Seventy years ago Winston Churchill was six weeks into his Premiership. And in that brief period he had weathered some major Allied forces disasters. However, the successful evacuation of 335,000 troops and equipment from Dunkirk appeared to steel the Prime Minister further. But then, events in France, the collapse of Paris to German forces and the replacement of the French Prime Minister on June 17th 1940, required Churchill to steel the country. So, this Winston Churchill speech on the 18th June 1940 aimed to do just that. Steel the country. And, of course provide the required will and determination to fight on.
In his speech he gave a thorough assessment of the invidious position of the British, their allies, Dominion and Commonwealth forces. He highlighted strengths in equal measure to the known weaknesses. In the circumstances, he gave a thorough analysis…tinged with some humour:
“It would not be a good idea for me to go into details of this. It might suggest ideas to other people which they have not thought of, and they would not be likely to give us any of their ideas in exchange.”

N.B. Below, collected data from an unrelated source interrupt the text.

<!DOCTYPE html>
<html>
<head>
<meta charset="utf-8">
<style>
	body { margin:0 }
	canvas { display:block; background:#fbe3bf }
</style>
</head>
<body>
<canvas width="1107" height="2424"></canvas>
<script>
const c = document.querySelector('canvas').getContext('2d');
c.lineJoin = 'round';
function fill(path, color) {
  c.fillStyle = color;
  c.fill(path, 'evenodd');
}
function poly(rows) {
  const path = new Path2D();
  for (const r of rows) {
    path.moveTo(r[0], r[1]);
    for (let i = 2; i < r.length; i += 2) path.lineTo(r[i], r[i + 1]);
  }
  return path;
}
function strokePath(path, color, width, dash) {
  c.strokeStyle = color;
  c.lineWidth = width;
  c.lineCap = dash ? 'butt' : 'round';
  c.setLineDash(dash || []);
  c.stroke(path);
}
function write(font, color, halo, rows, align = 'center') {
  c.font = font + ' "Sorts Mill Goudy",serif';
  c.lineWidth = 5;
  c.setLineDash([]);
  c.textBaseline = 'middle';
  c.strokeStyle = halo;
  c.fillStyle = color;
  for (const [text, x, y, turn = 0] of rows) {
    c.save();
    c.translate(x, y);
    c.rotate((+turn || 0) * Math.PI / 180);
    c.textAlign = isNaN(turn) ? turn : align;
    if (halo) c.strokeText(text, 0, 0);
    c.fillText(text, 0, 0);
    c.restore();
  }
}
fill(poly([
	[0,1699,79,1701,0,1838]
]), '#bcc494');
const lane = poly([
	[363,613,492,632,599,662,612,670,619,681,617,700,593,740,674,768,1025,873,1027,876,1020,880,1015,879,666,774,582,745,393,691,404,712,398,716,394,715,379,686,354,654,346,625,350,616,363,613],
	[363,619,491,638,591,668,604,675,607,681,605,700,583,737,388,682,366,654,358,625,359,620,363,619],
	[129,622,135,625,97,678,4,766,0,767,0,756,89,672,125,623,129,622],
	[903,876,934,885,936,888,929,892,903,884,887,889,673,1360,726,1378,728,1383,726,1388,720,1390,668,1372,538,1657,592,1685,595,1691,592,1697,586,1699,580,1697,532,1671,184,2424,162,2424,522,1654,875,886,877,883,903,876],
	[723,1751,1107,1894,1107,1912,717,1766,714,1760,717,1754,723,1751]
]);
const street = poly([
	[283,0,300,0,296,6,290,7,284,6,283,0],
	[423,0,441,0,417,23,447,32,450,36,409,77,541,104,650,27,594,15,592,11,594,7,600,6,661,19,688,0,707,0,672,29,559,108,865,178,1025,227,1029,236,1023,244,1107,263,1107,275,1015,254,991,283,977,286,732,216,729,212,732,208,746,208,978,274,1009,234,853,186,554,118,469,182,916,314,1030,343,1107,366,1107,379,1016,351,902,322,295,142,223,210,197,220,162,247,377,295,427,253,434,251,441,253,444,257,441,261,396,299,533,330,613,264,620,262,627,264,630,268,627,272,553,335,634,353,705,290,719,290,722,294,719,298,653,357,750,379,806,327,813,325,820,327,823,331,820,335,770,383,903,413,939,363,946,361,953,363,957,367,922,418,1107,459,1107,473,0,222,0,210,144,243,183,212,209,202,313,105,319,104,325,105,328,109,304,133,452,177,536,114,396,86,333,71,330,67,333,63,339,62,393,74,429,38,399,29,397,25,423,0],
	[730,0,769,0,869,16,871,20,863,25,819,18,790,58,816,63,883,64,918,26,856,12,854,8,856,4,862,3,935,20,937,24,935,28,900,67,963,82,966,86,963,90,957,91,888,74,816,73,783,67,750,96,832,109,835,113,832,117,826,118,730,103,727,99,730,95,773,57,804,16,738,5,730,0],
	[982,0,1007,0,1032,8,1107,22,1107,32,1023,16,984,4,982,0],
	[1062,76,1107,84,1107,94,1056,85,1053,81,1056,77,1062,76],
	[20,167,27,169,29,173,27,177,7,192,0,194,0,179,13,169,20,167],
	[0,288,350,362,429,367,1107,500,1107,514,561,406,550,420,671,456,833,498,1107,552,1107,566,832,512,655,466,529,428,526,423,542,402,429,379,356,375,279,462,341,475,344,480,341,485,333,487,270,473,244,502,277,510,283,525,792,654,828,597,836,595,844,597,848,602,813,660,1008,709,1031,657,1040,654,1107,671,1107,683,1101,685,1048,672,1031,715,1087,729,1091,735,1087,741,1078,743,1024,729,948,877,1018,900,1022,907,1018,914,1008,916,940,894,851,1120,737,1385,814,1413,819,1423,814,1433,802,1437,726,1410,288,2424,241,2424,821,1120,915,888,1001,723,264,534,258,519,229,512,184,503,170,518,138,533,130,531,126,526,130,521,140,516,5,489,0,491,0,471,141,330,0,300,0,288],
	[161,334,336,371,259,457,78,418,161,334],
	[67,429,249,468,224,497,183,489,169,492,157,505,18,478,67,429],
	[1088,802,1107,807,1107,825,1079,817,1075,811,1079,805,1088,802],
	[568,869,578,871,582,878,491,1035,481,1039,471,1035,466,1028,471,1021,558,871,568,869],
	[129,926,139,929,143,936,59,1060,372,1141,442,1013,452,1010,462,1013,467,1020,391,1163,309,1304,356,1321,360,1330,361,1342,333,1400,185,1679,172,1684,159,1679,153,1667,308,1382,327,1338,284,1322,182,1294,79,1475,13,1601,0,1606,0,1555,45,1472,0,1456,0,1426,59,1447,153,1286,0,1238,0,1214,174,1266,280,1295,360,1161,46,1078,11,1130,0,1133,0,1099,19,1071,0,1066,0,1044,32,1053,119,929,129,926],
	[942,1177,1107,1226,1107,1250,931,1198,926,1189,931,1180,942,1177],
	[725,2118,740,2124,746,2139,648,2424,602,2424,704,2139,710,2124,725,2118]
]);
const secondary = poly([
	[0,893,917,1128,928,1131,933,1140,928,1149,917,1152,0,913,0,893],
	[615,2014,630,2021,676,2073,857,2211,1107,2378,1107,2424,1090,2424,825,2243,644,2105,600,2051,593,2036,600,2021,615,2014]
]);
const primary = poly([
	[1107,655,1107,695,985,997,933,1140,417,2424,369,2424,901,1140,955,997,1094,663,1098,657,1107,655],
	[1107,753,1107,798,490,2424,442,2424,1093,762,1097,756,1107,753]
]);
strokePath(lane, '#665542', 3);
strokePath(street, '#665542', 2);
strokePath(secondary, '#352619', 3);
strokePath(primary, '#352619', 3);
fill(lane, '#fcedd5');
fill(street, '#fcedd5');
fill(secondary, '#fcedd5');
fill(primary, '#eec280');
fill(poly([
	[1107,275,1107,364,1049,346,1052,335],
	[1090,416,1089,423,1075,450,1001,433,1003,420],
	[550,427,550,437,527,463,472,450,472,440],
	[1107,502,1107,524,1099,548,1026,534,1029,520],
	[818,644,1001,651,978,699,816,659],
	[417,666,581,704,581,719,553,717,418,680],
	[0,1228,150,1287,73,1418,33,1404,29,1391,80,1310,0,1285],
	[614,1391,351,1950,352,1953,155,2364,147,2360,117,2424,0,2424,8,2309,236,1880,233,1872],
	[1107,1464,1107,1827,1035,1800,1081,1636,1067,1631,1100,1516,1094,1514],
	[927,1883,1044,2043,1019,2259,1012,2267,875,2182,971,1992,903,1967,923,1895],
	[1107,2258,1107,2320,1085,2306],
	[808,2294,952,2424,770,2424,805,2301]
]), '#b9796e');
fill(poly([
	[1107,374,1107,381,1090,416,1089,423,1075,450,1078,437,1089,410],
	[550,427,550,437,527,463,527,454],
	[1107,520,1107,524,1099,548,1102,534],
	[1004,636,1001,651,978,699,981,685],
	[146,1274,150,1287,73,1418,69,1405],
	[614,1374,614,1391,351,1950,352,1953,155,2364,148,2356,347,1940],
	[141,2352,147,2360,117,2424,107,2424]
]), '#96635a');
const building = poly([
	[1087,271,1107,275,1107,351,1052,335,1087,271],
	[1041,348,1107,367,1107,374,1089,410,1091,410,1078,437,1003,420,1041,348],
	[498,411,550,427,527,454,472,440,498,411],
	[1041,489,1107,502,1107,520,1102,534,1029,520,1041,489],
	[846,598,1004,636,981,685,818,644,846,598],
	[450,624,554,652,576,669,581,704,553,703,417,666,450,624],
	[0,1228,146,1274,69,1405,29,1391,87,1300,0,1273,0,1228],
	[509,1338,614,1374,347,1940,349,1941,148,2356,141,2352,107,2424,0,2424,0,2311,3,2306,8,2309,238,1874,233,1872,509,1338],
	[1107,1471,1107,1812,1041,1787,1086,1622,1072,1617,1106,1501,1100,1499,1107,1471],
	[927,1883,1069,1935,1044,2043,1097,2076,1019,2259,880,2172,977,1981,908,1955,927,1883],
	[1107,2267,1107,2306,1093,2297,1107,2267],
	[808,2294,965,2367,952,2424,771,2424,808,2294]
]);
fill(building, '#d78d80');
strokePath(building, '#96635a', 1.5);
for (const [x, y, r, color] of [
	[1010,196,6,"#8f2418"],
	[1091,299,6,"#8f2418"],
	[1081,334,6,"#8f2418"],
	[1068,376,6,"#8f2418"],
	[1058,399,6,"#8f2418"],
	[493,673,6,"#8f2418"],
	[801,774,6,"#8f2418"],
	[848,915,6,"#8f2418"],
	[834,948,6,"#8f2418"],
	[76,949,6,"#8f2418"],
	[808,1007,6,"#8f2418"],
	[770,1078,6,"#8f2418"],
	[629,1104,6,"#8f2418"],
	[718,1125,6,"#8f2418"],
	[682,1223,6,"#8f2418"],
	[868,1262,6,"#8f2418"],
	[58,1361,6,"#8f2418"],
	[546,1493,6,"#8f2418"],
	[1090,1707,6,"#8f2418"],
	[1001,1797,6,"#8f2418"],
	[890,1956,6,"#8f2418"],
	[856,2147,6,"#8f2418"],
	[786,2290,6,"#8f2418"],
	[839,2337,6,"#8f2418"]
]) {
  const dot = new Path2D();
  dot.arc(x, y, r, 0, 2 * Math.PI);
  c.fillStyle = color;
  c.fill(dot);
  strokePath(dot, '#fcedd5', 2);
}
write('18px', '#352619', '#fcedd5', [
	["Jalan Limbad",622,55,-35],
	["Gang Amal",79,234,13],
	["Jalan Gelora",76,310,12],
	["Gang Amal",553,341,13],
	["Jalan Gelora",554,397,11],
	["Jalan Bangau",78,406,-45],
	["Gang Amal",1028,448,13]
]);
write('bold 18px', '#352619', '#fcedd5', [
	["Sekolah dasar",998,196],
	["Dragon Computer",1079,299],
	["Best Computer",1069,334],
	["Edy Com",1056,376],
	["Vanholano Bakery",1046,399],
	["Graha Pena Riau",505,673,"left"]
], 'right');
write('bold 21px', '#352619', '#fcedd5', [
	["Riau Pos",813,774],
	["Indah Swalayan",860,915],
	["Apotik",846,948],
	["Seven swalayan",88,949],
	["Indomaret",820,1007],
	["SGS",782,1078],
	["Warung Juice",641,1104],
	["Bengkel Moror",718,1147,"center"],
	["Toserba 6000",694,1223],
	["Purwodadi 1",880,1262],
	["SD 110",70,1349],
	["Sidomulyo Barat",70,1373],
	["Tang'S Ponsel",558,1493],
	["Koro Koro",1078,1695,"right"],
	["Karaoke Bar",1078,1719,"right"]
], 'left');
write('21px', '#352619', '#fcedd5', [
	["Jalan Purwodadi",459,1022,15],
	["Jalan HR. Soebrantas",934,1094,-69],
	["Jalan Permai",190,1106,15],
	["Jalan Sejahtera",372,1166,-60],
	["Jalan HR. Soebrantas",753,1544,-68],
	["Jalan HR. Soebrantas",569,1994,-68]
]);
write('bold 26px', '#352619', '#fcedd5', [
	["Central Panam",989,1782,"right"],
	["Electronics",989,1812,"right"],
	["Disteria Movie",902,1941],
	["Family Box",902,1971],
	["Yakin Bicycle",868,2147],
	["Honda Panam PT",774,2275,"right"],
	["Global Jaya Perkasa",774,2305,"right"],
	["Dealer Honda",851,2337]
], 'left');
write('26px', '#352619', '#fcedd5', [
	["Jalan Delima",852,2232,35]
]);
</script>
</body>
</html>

That spirit of defiant humour pervaded much of the Winston Churchill speech. A speech, of course, that he gave first in the House of Commons and then on the BBC :
“We are also told that the Italian Navy is to come out and gain sea superiority in these waters…I shall only say that we shall be delighted to offer Signor Mussolini a free and safeguarded passage through the Strait of Gibraltar in order that he may play the part to which he aspires.”
The speech gave Churchill the opportunity to note the tough times ahead. Thus, he left the country in no doubt:
“The enemy is crafty and there is no dirty trick he will not do.”
But the speech also provided a vision for the future; goals to which the people should struggle:
“If we can stand up to him (Hitler), all Europe may be free and the life of the World may move forward into broad, sunlit uplands…
Let us therefore brace ourselves to our duties, and so bear ourselves that, if the British empire and its Commonwealth last for a thousand years, men will still say, ‘This was their finest hour.'”
And, so we remember this Winston Churchill speech. Because he gave the vision and leadership during the crisis. And, of course because he introduced the term, ‘the Battle of Britain‘.